UK digital health innovator Aide Health has launched Mirror, the first and only AI-powered scribe developed specifically for patients, set to transform how people remember, understand, and act on advice from their surgeon.
Research shows up to 80% of medical details are forgotten immediately, and of the small amount remembered, nearly half is recalled inaccurately.

For surgical patients, this can lead to missed pre-op or post-op instructions, medication errors, and complications - all contributing to poorer outcomes and longer hospital stays.
Poor communication is implicated in 70% of adverse events, with two-thirds occurring during patient handoffs or transitions of care. The financial impact is also significant, costing the NHS an estimated £1 billion a year (2017).
“In 2023, there were 135 million outpatient appointments, with a significant portion related to surgical specialities. That’s millions of vital surgical instructions, diagnoses, and treatment plans at risk of being lost or misinterpreted,” said Ian Wharton, Founder and CEO, Aide Health.
“We built Mirror for patients, not clinicians, because understanding and remembering clinical information is one of the most important and fixable issues in healthcare, especially around complex surgical pathways and discharge planning.”
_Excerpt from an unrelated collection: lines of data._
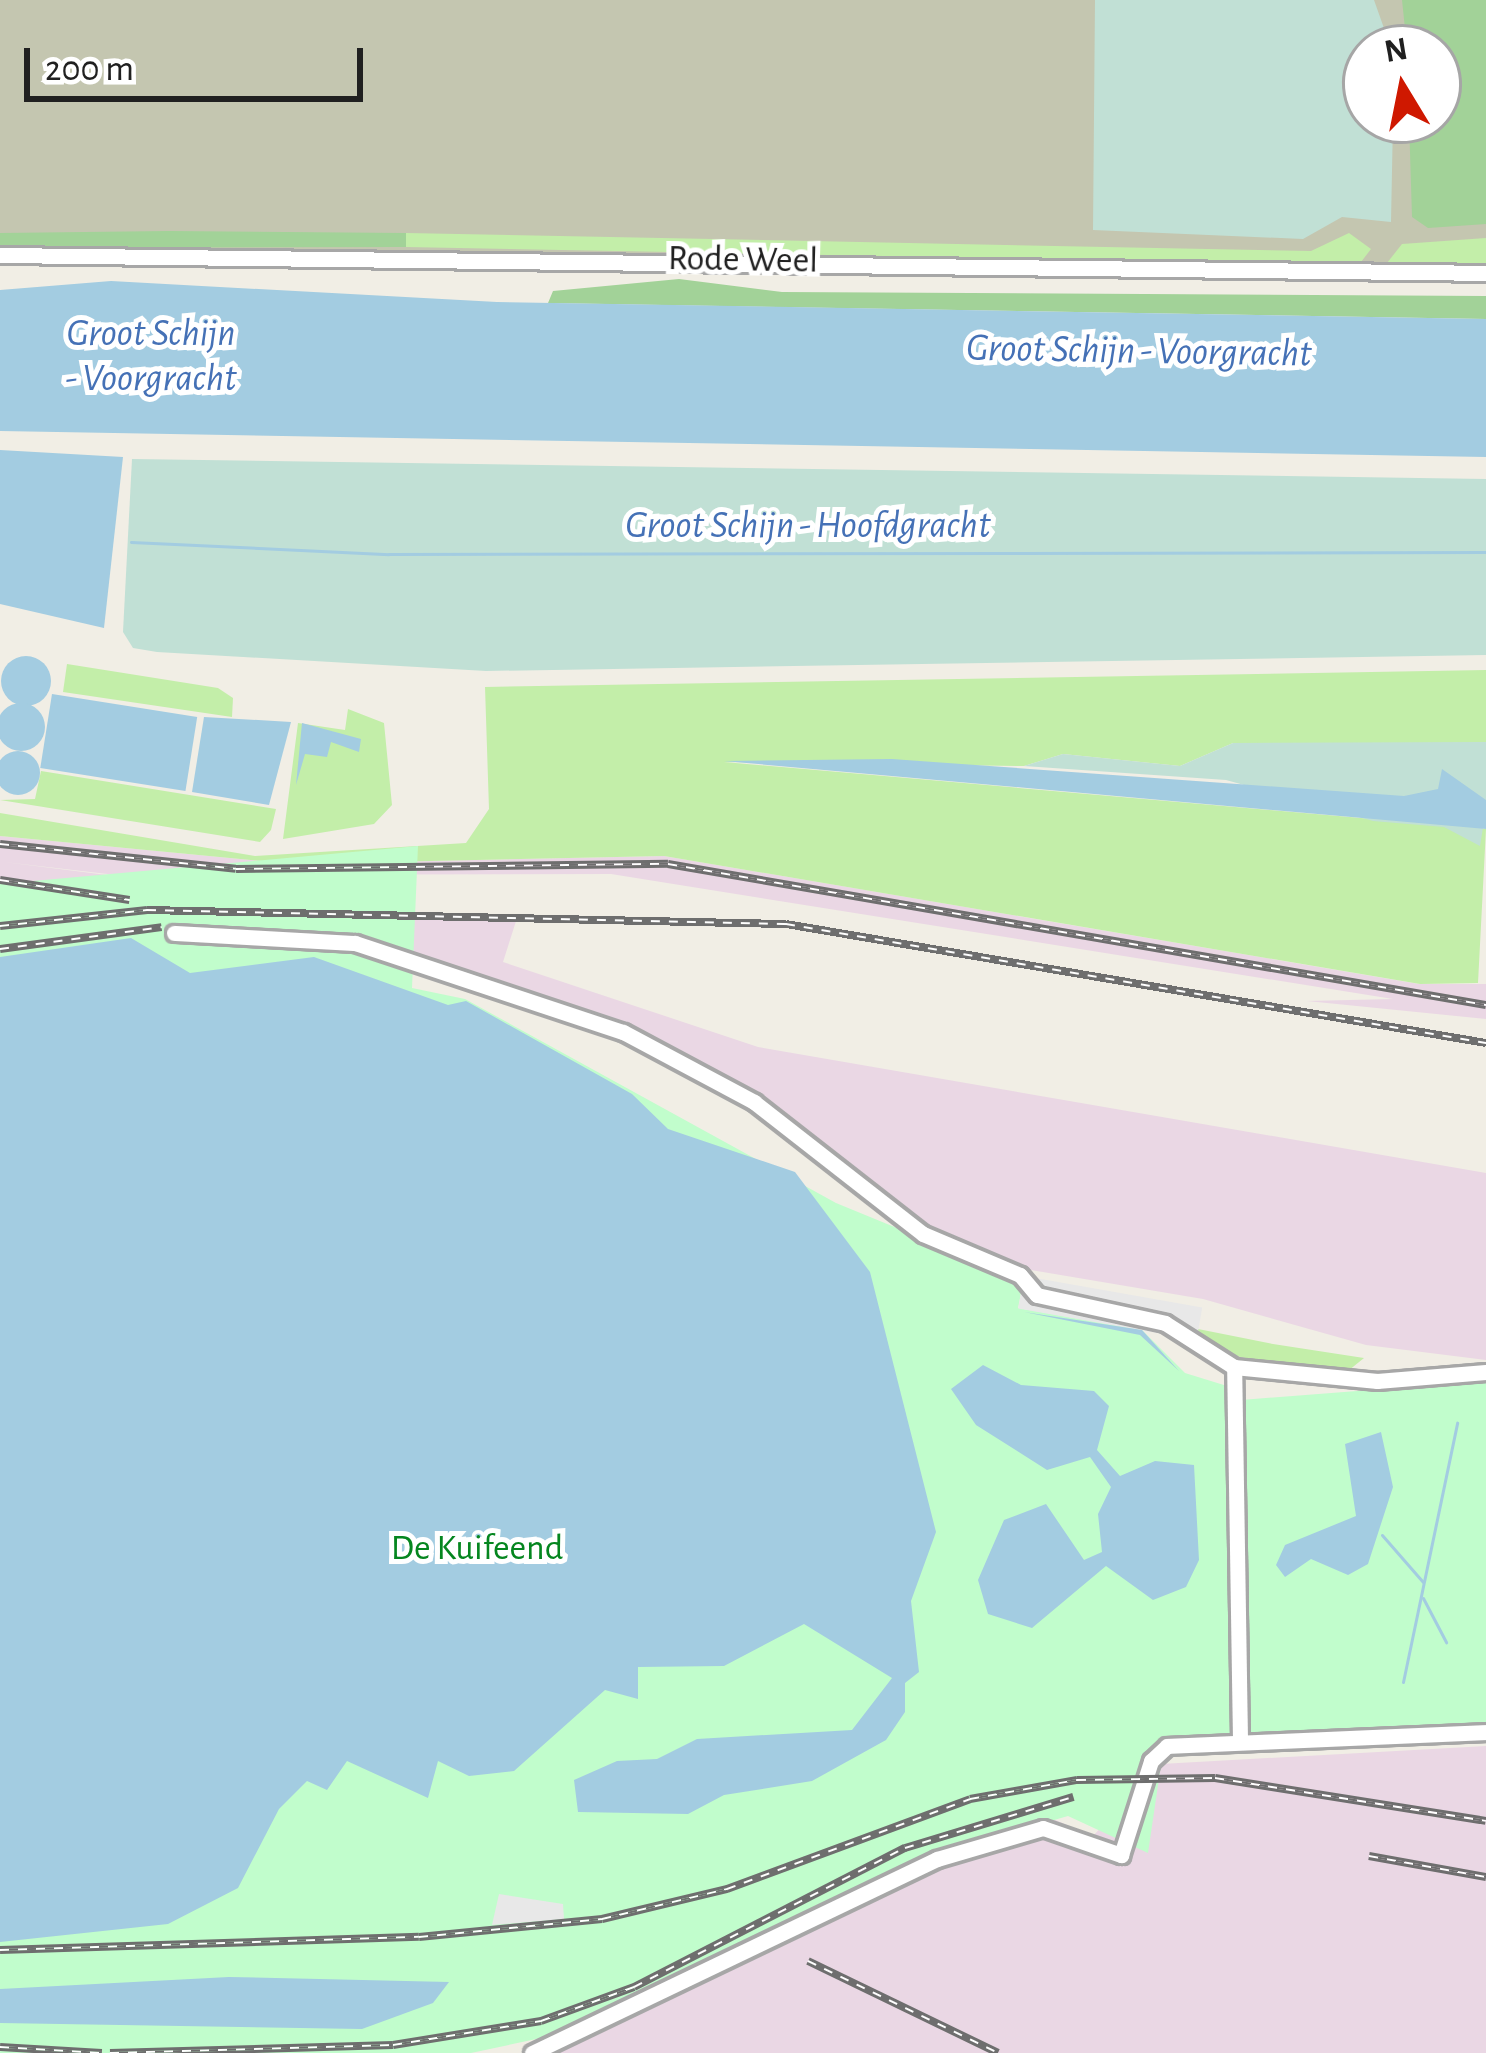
<!DOCTYPE html>
<style>
body{margin:0}
#map{position:relative;width:1486px;height:2053px;overflow:hidden;background:#f1eee5;font-family:"Alegreya Sans",sans-serif}
div>[style]{position:absolute}
[style*='--x']{left:calc(var(--x)*1px);top:calc(var(--y)*1px);width:calc(var(--w)*1px);rotate:calc(var(--a)*1deg)}
.industrial>*{inset:0;background:#ead7e4}
.construction>*{inset:0;background:#c4c6b0}
.grass>*{inset:0;background:#c3eea9}
.forest>*{inset:0;background:#a2d298}
.wetland>*{inset:0;background:#c1e0d5}
.park>*{inset:0;background:#c1fdcc}
.parking>*{inset:0;background:#e8e8e8;transform-origin:0 0}
.water>*{inset:0;background:#a3cce1;transform-origin:0 0}
.round{border-radius:50%}
.stream>*{height:3px;margin:-1.5px;padding:0 1.5px;transform-origin:1.5px;border-radius:1.5px;background:#a3cce1}
.roads{filter:drop-shadow(3px 0 #a7a7a7) drop-shadow(-3px 0 #a7a7a7) drop-shadow(0 3px #a7a7a7) drop-shadow(0 -3px #a7a7a7)}
.minor>*{height:15px;margin:-7.5px;padding:0 7.5px;transform-origin:7.5px;border-radius:7.5px;background:#fff}
.rail>*{height:8px;margin-top:-4px;transform-origin:0;background:repeating-linear-gradient(90deg,#fff 0 9px,#6e6e6e 0 18px);box-sizing:border-box;border-block:3px solid #6e6e6e}
span{translate:-50% -50%;white-space:nowrap;text-align:center;line-height:1.15;-webkit-text-stroke:10px #fff;paint-order:stroke}
.street-label{font-size:36px;color:#202020}
.park-label{font-size:36px;color:#05861f}
.water-label{font-size:39px;color:#4571b6;font-style:italic}
.north{position:absolute;left:1342px;top:24px;width:120px;height:120px;box-sizing:border-box;background:#fff;border:3px solid #a6a6a6;border-radius:50%;rotate:350deg;font-size:33px;font-weight:700;line-height:48px;text-align:center;color:#202020}
.north::after{content:'';display:block;margin:auto;width:42px;height:54px;background:#cf1800;clip-path:polygon(50% 0,100% 100%,50% 72%,0 100%)}
.scale{position:absolute;left:24px;top:48px;width:339px;height:54px;box-sizing:border-box;border:6px solid #202020;border-top:0;padding-left:15px;font-size:36px;line-height:42px;white-space:nowrap;color:#202020;-webkit-text-stroke:9px #fff;paint-order:stroke}
</style>
<div id="map">
<div class="industrial">
<div style="clip-path:polygon(0 836px,293px 864px,664px 856px,1419px 984px,1486px 984px,1486px 1019px,1307px 1001px,1393px 999px,611px 874px,116px 875px,4px 862px,410px 913px,517px 918px,503px 962px,758px 1047px,1486px 1173px,1486px 1360px,1366px 1345px,1203px 1299px,1025px 1269px,934px 1236px,744px 1089px,600px 1018px,377px 946px,0 886px)"></div>
<div style="clip-path:polygon(1486px 1746px,1486px 2053px,559px 2053px,555px 2035px,946px 1851px,1053px 1819px,1093px 1836px,1161px 1764px)"></div>
</div>
<div class="construction">
<div style="clip-path:polygon(evenodd,0 0,1486px 0,1486px 265px,0 248px,0 0,1366px 48px,1438px 48px,1438px 120px,1366px 120px,1366px 48px)"></div>
</div>
<div class="grass">
<div style="clip-path:polygon(406px 233px,1311px 251px,1349px 233px,1371px 249px,1361px 262px,1092px 260px,406px 247px)"></div>
<div style="clip-path:polygon(1486px 238px,1486px 265px,1387px 263px,1402px 244px)"></div>
<div style="clip-path:polygon(67px 664px,218px 688px,233px 698px,232px 717px,63px 692px)"></div>
<div style="clip-path:polygon(1486px 670px,1486px 742px,1454px 747px,1233px 743px,1180px 766px,1063px 754px,1024px 766px,724px 762px,1486px 829px,1478px 983px,1420px 984px,664px 856px,293px 864px,0 836px,0 813px,255px 856px,466px 843px,489px 809px,485px 687px)"></div>
<div style="clip-path:polygon(348px 709px,384px 723px,392px 805px,374px 824px,283px 839px,298px 723px,345px 730px)"></div>
<div style="clip-path:polygon(41px 771px,276px 809px,271px 830px,260px 842px,0 800px,35px 799px)"></div>
<div style="clip-path:polygon(1198px 1329px,1273px 1344px,1364px 1358px,1343px 1375px,1240px 1357px,1196px 1338px)"></div>
</div>
<div class="forest">
<div style="clip-path:polygon(1402px 0,1486px 0,1486px 224px,1428px 228px,1412px 217px,1409px 120px,1438px 120px,1438px 48px,1407px 48px)"></div>
<div style="clip-path:polygon(0 233px,169px 231px,406px 233px,406px 247px,0 248px)"></div>
<div style="clip-path:polygon(679px 279px,782px 292px,1486px 296px,1486px 319px,548px 303px,553px 291px)"></div>
</div>
<div class="wetland">
<div style="clip-path:polygon(1095px 0,1374px 0,1391px 48px,1366px 48px,1366px 120px,1393px 120px,1391px 222px,1342px 217px,1303px 239px,1093px 230px)"></div>
<div style="clip-path:polygon(132px 459px,1486px 479px,1486px 655px,486px 671px,157px 652px,133px 648px,123px 632px)"></div>
<div style="clip-path:polygon(1486px 742px,1486px 800px,1451px 798px,1486px 809px,1480px 846px,1444px 827px,1373px 821px,1226px 780px,1024px 766px,1063px 754px,1180px 766px,1233px 743px)"></div>
</div>
<div class="park">
<div style="clip-path:polygon(418px 846px,412px 988px,465px 999px,836px 1203px,1004px 1272px,1023px 1283px,1018px 1308px,1142px 1330px,1185px 1373px,1240px 1390px,1241px 1400px,1486px 1381px,1486px 1725px,1165px 1738px,1148px 1853px,1068px 1816px,946px 1851px,555px 2035px,471px 2053px,0 2053px,0 884px)"></div>
</div>
<div class="parking">
<div style="left:1024px;top:1276px;width:181px;height:33px;rotate:10deg"></div>
<div style="clip-path:polygon(499px 1894px,563px 1904px,564px 1919px,492px 1925px)"></div>
</div>
<div class="water">
<div style="clip-path:polygon(111px 281px,497px 302px,1486px 319px,1486px 457px,0 431px,0 290px)"></div>
<div style="clip-path:polygon(0 450px,123px 457px,104px 628px,0 604px)"></div>
<div class="round" style="left:1px;top:656px;width:50px;height:50px"></div>
<div style="left:52px;top:694px;width:147px;height:75px;rotate:9deg"></div>
<div class="round" style="left:-3px;top:703px;width:48px;height:48px"></div>
<div style="clip-path:polygon(204px 717px,291px 722px,269px 805px,192px 792px)"></div>
<div style="clip-path:polygon(302px 723px,361px 739px,359px 752px,331px 742px,327px 757px,305px 754px,296px 785px)"></div>
<div class="round" style="left:-4px;top:751px;width:44px;height:44px"></div>
<div style="clip-path:polygon(892px 759px,1404px 796px,1438px 789px,1442px 769px,1486px 800px,1486px 829px,724px 761px)"></div>
<div style="clip-path:polygon(131px 938px,190px 973px,314px 957px,448px 1005px,466px 1001px,632px 1094px,668px 1129px,795px 1172px,870px 1272px,936px 1532px,911px 1601px,919px 1672px,905px 1683px,905px 1712px,886px 1740px,812px 1781px,724px 1795px,688px 1814px,578px 1812px,574px 1780px,617px 1761px,657px 1759px,697px 1739px,852px 1730px,892px 1678px,804px 1624px,724px 1666px,638px 1667px,638px 1699px,605px 1690px,514px 1771px,469px 1776px,438px 1761px,428px 1798px,347px 1761px,327px 1790px,307px 1781px,279px 1809px,238px 1888px,168px 1924px,0 1942px,0 957px)"></div>
<div style="clip-path:polygon(1024px 1312px,1142px 1330px,1179px 1371px,1140px 1335px)"></div>
<div style="clip-path:polygon(983px 1365px,1021px 1385px,1094px 1391px,1109px 1406px,1097px 1450px,1120px 1476px,1155px 1461px,1194px 1465px,1199px 1560px,1186px 1587px,1153px 1600px,1106px 1566px,1032px 1628px,988px 1614px,978px 1580px,1004px 1520px,1046px 1504px,1084px 1560px,1102px 1552px,1098px 1514px,1111px 1487px,1090px 1457px,1047px 1470px,976px 1425px,951px 1389px)"></div>
<div style="clip-path:polygon(1381px 1432px,1393px 1487px,1368px 1564px,1348px 1575px,1311px 1559px,1285px 1577px,1276px 1565px,1285px 1545px,1356px 1516px,1345px 1444px)"></div>
<div style="clip-path:polygon(229px 1977px,449px 1982px,433px 2003px,362px 2029px,0 2023px,0 1989px)"></div>
</div>
<div class="stream">
<div style="--x:131;--y:542;--w:258;--a:2.7"></div>
<div style="--x:389;--y:554;--w:1097;--a:-0.1"></div>
<div style="--x:1382;--y:1535;--w:62;--a:48.9"></div>
<div style="--x:1423;--y:1598;--w:50;--a:62.4"></div>
<div style="--x:1403;--y:1682;--w:265;--a:-78.2"></div>
</div>
<div class="roads">
<div class="minor">
<div style="--x:0;--y:255;--w:1486;--a:0.69"></div>
<div style="--x:174;--y:933;--w:181;--a:3.2"></div>
<div style="--x:355;--y:943;--w:282;--a:18.4"></div>
<div style="--x:623;--y:1032;--w:149;--a:28.1"></div>
<div style="--x:754;--y:1102;--w:214;--a:38"></div>
<div style="--x:923;--y:1234;--w:105;--a:22.9"></div>
<div style="--x:1020;--y:1275;--w:26;--a:50"></div>
<div style="--x:1037;--y:1295;--w:131;--a:12.3"></div>
<div style="--x:1165;--y:1323;--w:82;--a:32.5"></div>
<div style="--x:1240;--y:1740;--w:373;--a:-90.9"></div>
<div style="--x:1234;--y:1367;--w:144;--a:5.6"></div>
<div style="--x:1377;--y:1381;--w:109;--a:-4.7"></div>
<div style="--x:532;--y:2053;--w:449;--a:-25.6"></div>
<div style="--x:937;--y:1859;--w:110;--a:-16.3"></div>
<div style="--x:1043;--y:1828;--w:83;--a:19.1"></div>
<div style="--x:1121;--y:1855;--w:99;--a:-72.3"></div>
<div style="--x:1151;--y:1761;--w:22;--a:-43"></div>
<div style="--x:1167;--y:1746;--w:319;--a:-2.5"></div>
</div>
</div>
<div class="rail">
<div style="--x:0;--y:844;--w:237;--a:6"></div>
<div style="--x:236;--y:869;--w:432;--a:-0.7"></div>
<div style="--x:668;--y:864;--w:830;--a:9.78"></div>
<div style="--x:0;--y:880;--w:131;--a:8.8"></div>
<div style="--x:0;--y:926;--w:148;--a:-6.2"></div>
<div style="--x:147;--y:910;--w:639;--a:1.26"></div>
<div style="--x:786;--y:924;--w:710;--a:9.65"></div>
<div style="--x:0;--y:949;--w:163;--a:-7.7"></div>
<div style="--x:1369;--y:1856;--w:119;--a:10.2"></div>
<div style="--x:0;--y:1950;--w:419;--a:-1.8"></div>
<div style="--x:419;--y:1937;--w:184;--a:-5.6"></div>
<div style="--x:602;--y:1919;--w:129;--a:-13.5"></div>
<div style="--x:727;--y:1889;--w:259;--a:-20.3"></div>
<div style="--x:970;--y:1799;--w:109;--a:-10.1"></div>
<div style="--x:1077;--y:1780;--w:138;--a:-0.8"></div>
<div style="--x:1215;--y:1778;--w:274;--a:9"></div>
<div style="--x:808;--y:1961;--w:211;--a:25.8"></div>
<div style="--x:0;--y:2047;--w:102;--a:3.4"></div>
<div style="--x:110;--y:2053;--w:283;--a:-1.6"></div>
<div style="--x:393;--y:2045;--w:150;--a:-9.2"></div>
<div style="--x:541;--y:2021;--w:99;--a:-20.1"></div>
<div style="--x:634;--y:1987;--w:305;--a:-27.2"></div>
<div style="--x:905;--y:1848;--w:176;--a:-16.9"></div>
</div>
<div class="street-label">
<span style="left:743px;top:260px;rotate:1deg">Rode Weel</span>
</div>
<div class="park-label">
<span style="left:477px;top:1549px">De Kuifeend</span>
</div>
<div class="water-label">
<span style="left:151px;top:357px">Groot Schijn<br>- Voorgracht</span>
<span style="left:1139px;top:352px;rotate:1deg">Groot Schijn - Voorgracht</span>
<span style="left:808px;top:526px">Groot Schijn - Hoofdgracht</span>
</div>
<div class="north">N</div>
<div class="scale">200 m</div>
</div>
Mirror discreetly captures consultations across all healthcare settings, including GP surgeries, hospital wards, surgical clinics, pharmacies, and produces personalised, plain-English summaries that patients can revisit at any time.
This helps reduce anxiety, improve adherence to treatment, and support better recovery outcomes.
Unlike clinician-facing scribes, which primarily save clinicians’ documentation time, Mirror focuses entirely on the patient’s experience, helping them remember and act on medical advice, from preoperative instructions to postoperative care plans.
No other major scribe technology currently offers patients a structured, take-home record that spans primary, secondary, and community care, creating continuity and confidence throughout complex surgical journeys.
Patients can:
- Ask Mirror questions about their consultation and receive answers grounded in the actual transcript
- Share consultation summaries with family members or caregivers
- Better understand relevant topics with clinically-verified Aide content
- Review key points at any time, supporting long-term self-management and recovery
Mirror is especially valuable for patients managing chronic conditions, those with limited health literacy, and individuals with cognitive challenges such as dementia - all of whom may find it harder to retain complex surgical or hospital care instructions.
Mirror reassures both clinicians and patients. Audio recordings are used solely for AI processing and deleted immediately.
Patients are clearly informed that AI may make mistakes, are advised to follow their clinician’s prescriptions and to double-check with a healthcare professional if they are unsure.
“The current system, relying on patient memory alone, means the baseline for risk is already high,” Wharton said. “Evidence has repeatedly shown that our memory is flawed in most cases, especially while an inpatient or following trauma. Mirror offers an accurate, accessible written record that reduces this risk - a crucial step forward for surgical patients navigating complex care.”
Aide Health’s mission is to make prescribed care as effective as possible. Its technology is already used by thousands of patients in NHS England to support the management of conditions such as asthma, type 2 diabetes, COPD, hypertension, and chronic kidney disease. It now aims to improve surgical patient experience and outcomes.